ACTIVITY: Retype only the lines running from the beginning of the entries below to the line with "ctx.lineJoin = 'round';", both included. Do not include pictures.

──────────

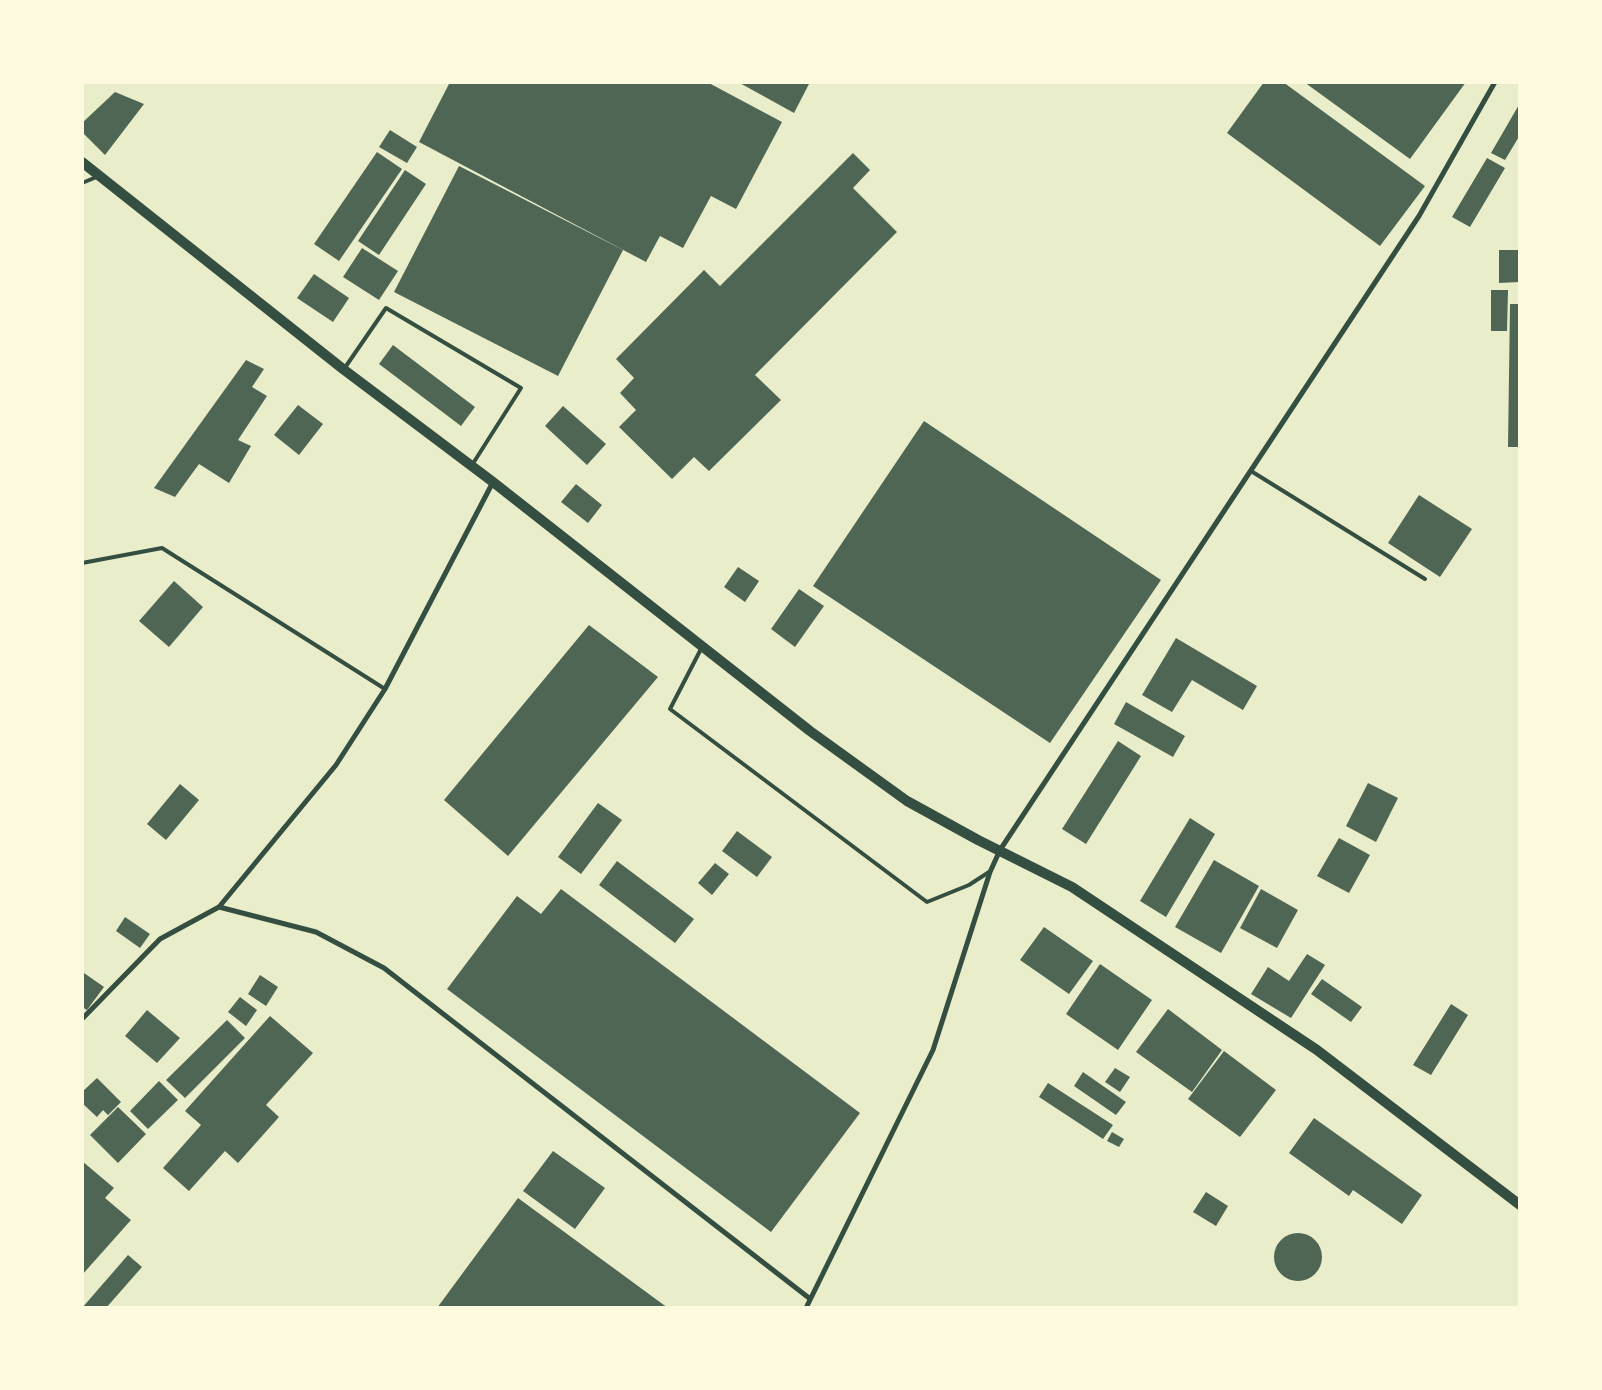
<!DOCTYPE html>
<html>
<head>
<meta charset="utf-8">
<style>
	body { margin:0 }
	#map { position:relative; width:1602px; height:1390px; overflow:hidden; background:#e9edc9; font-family:"Work Sans",sans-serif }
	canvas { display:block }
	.frame { position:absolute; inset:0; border:84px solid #fefae0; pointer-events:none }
</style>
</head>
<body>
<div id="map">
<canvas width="1602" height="1390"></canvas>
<div class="frame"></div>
</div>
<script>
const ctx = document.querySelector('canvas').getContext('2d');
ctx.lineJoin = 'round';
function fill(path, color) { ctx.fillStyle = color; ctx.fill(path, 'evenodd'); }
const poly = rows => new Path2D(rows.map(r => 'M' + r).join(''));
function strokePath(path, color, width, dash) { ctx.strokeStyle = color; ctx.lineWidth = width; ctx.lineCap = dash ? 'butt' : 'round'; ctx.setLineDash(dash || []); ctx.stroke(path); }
fill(poly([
	[450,82,707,82,782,122,736,209,711,196,683,248,660,236,646,262,419,142],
	[738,82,810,82,794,113],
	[1264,82,1283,82,1425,186,1380,246,1227,133],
	[1304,82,1466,82,1410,159],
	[115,92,144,104,105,155,82,132,82,123],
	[1520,103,1520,135,1505,160,1491,153],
	[390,130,417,147,407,163,379,147],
	[377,152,402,169,339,261,314,244],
	[853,153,870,170,853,188,897,232,755,375,781,400,709,471,694,457,672,479,619,427,636,410,620,393,634,378,616,359,704,270,720,286],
	[1487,158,1505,168,1470,227,1452,217],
	[459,166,623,250,558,376,394,292],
	[405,170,426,184,379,255,358,241],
	[362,248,398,271,379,300,343,277],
	[1499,250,1520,250,1520,282,1499,283],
	[314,274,349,298,333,322,297,298],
	[1491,290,1508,290,1507,331,1491,331],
	[1510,304,1520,304,1520,447,1508,447],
	[393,345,475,407,461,426,379,364],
	[246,360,264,369,252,387,267,396,238,440,251,446,229,483,199,464,175,497,154,488],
	[298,405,323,424,299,455,274,435],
	[563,406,606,444,587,465,545,426],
	[924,421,1161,580,1050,743,813,586],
	[576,484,602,505,588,523,561,502],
	[1419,495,1472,529,1440,577,1388,543],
	[738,567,759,581,745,602,724,587],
	[174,581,203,607,169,647,139,621],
	[799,589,824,606,795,647,771,629],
	[589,625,658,677,508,856,444,800],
	[1176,638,1257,686,1243,710,1192,680,1172,712,1142,695],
	[1126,702,1185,736,1173,757,1114,724],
	[1118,741,1141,756,1086,844,1062,829],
	[1368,783,1398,798,1376,842,1346,826],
	[180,784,199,800,166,840,147,824],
	[598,803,622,820,581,874,558,857],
	[1190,818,1215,834,1166,917,1140,901],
	[737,831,772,857,757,877,722,851],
	[1339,838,1370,855,1349,893,1317,876],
	[1214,860,1259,886,1221,953,1175,927],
	[617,861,694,919,675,943,599,885],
	[715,863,729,874,712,895,698,883],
	[561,889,860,1113,771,1232,447,989,517,896,541,914],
	[1261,889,1298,910,1277,948,1240,928],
	[125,917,150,934,140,948,116,931],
	[1044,927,1093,961,1069,994,1020,960],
	[1307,954,1325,965,1291,1018,1251,994,1268,967,1289,981],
	[1100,964,1152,1000,1118,1050,1066,1014],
	[84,973,104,987,87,1010,82,1007],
	[260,975,278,987,266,1006,248,994],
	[1322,979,1362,1007,1351,1022,1311,994],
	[240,997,257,1010,246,1026,228,1012],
	[1451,1004,1468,1015,1431,1075,1413,1065],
	[1168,1009,1222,1050,1192,1092,1136,1052],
	[147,1010,180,1038,157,1063,125,1036],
	[270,1016,313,1053,266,1105,279,1117,238,1163,225,1151,189,1191,163,1168,201,1125,185,1111],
	[227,1020,245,1038,185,1098,166,1080],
	[1224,1051,1276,1090,1240,1137,1188,1099],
	[1115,1068,1130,1077,1120,1092,1105,1082],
	[1083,1072,1126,1102,1116,1115,1074,1086],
	[97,1078,121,1102,108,1115,103,1110,97,1117,82,1103,82,1092],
	[159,1081,178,1100,148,1129,130,1111],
	[1048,1083,1113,1125,1103,1139,1039,1097],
	[118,1107,146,1134,118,1163,90,1135],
	[1314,1118,1422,1195,1402,1224,1353,1190,1349,1196,1289,1153],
	[1112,1132,1124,1139,1119,1147,1107,1141],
	[553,1151,605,1188,575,1229,523,1191],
	[82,1161,114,1188,105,1198,131,1220,82,1275],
	[1206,1192,1228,1206,1216,1226,1193,1212],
	[518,1198,668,1308,437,1308],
	'1274 1257a24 24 0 1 1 48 0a24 24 0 1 1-48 0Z',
	[128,1255,142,1267,106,1308,82,1308]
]), '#4f6655');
strokePath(poly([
	[82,183,99,176],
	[344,369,386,308,521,388,472,465],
	[1251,471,1425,579],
	[82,563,162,548,385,689],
	[702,647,670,709,927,902,969,885,989,872]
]), '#344e41', 4);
strokePath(poly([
	[219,907,316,932,384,968,809,1298],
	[82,1019,160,939,219,907,336,765,385,689,493,482],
	[806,1308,933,1050,990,872,1000,850,1419,216,1495,82]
]), '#344e41', 5);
strokePath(poly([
	[82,162,343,369,493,482,810,731,907,801,978,840,1072,887,1317,1050,1520,1205]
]), '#344e41', 10);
</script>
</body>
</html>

──────────

ANSWER AREA:
<!DOCTYPE html>
<html>
<head>
<meta charset="utf-8">
<style>
	body { margin:0 }
	#map { position:relative; width:1602px; height:1390px; overflow:hidden; background:#e9edc9; font-family:"Work Sans",sans-serif }
	canvas { display:block }
	.frame { position:absolute; inset:0; border:84px solid #fefae0; pointer-events:none }
</style>
</head>
<body>
<div id="map">
<canvas width="1602" height="1390"></canvas>
<div class="frame"></div>
</div>
<script>
const ctx = document.querySelector('canvas').getContext('2d');
ctx.lineJoin = 'round';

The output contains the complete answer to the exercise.